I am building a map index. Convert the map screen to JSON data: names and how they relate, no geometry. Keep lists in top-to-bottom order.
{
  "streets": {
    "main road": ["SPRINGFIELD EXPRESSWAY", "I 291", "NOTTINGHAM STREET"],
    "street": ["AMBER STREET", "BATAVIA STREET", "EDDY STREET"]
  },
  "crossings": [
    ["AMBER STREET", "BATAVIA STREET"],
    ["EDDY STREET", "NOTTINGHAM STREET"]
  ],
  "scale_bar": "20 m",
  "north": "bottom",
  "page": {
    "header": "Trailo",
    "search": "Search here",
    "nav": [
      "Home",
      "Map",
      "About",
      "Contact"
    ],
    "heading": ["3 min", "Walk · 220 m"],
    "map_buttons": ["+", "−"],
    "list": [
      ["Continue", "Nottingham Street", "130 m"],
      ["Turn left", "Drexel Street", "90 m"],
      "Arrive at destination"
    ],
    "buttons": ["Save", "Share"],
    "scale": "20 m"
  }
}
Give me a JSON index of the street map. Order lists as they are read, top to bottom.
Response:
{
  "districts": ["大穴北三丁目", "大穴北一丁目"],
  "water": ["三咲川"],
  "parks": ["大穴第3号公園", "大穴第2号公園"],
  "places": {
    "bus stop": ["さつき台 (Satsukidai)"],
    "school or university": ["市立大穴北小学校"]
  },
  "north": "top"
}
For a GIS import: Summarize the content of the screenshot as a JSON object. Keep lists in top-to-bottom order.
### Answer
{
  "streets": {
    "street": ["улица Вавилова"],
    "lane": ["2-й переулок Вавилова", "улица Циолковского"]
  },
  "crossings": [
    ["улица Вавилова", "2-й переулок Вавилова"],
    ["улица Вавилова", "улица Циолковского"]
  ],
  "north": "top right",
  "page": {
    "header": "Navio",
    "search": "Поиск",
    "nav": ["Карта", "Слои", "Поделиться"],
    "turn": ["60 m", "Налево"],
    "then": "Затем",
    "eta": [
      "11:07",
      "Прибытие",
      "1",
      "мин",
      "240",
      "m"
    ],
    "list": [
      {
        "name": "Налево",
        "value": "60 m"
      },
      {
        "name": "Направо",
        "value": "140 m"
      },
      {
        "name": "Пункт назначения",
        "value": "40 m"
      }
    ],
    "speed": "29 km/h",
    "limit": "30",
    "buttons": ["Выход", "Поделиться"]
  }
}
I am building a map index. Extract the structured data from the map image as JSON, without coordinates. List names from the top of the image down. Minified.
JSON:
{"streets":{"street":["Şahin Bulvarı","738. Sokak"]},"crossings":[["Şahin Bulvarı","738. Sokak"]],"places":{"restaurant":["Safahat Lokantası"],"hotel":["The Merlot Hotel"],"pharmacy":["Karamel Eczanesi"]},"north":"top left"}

### REQUIREMENT
Nothing is to be left out; reproduce each record exactly.

### SOLUTION TO THIS PROBLEM
I am building a map index. Convert the map screen to JSON data: names and how they relate, no geometry. Keep lists in top-to-bottom order.
{
  "streets": {
    "main road": ["SPRINGFIELD EXPRESSWAY", "I 291", "NOTTINGHAM STREET"],
    "street": ["AMBER STREET", "BATAVIA STREET", "EDDY STREET"]
  },
  "crossings": [
    ["AMBER STREET", "BATAVIA STREET"],
    ["EDDY STREET", "NOTTINGHAM STREET"]
  ],
  "scale_bar": "20 m",
  "north": "bottom",
  "page": {
    "header": "Trailo",
    "search": "Search here",
    "nav": [
      "Home",
      "Map",
      "About",
      "Contact"
    ],
    "heading": ["3 min", "Walk · 220 m"],
    "map_buttons": ["+", "−"],
    "list": [
      ["Continue", "Nottingham Street", "130 m"],
      ["Turn left", "Drexel Street", "90 m"],
      "Arrive at destination"
    ],
    "buttons": ["Save", "Share"],
    "scale": "20 m"
  }
}
Give me a JSON index of the street map. Order lists as they are read, top to bottom.
Response:
{
  "districts": ["大穴北三丁目", "大穴北一丁目"],
  "water": ["三咲川"],
  "parks": ["大穴第3号公園", "大穴第2号公園"],
  "places": {
    "bus stop": ["さつき台 (Satsukidai)"],
    "school or university": ["市立大穴北小学校"]
  },
  "north": "top"
}
For a GIS import: Summarize the content of the screenshot as a JSON object. Keep lists in top-to-bottom order.
### Answer
{
  "streets": {
    "street": ["улица Вавилова"],
    "lane": ["2-й переулок Вавилова", "улица Циолковского"]
  },
  "crossings": [
    ["улица Вавилова", "2-й переулок Вавилова"],
    ["улица Вавилова", "улица Циолковского"]
  ],
  "north": "top right",
  "page": {
    "header": "Navio",
    "search": "Поиск",
    "nav": ["Карта", "Слои", "Поделиться"],
    "turn": ["60 m", "Налево"],
    "then": "Затем",
    "eta": [
      "11:07",
      "Прибытие",
      "1",
      "мин",
      "240",
      "m"
    ],
    "list": [
      {
        "name": "Налево",
        "value": "60 m"
      },
      {
        "name": "Направо",
        "value": "140 m"
      },
      {
        "name": "Пункт назначения",
        "value": "40 m"
      }
    ],
    "speed": "29 km/h",
    "limit": "30",
    "buttons": ["Выход", "Поделиться"]
  }
}
I am building a map index. Extract the structured data from the map image as JSON, without coordinates. List names from the top of the image down. Minified.
JSON:
{"streets":{"street":["Şahin Bulvarı","738. Sokak"]},"crossings":[["Şahin Bulvarı","738. Sokak"]],"places":{"restaurant":["Safahat Lokantası"],"hotel":["The Merlot Hotel"],"pharmacy":["Karamel Eczanesi"]},"north":"top left"}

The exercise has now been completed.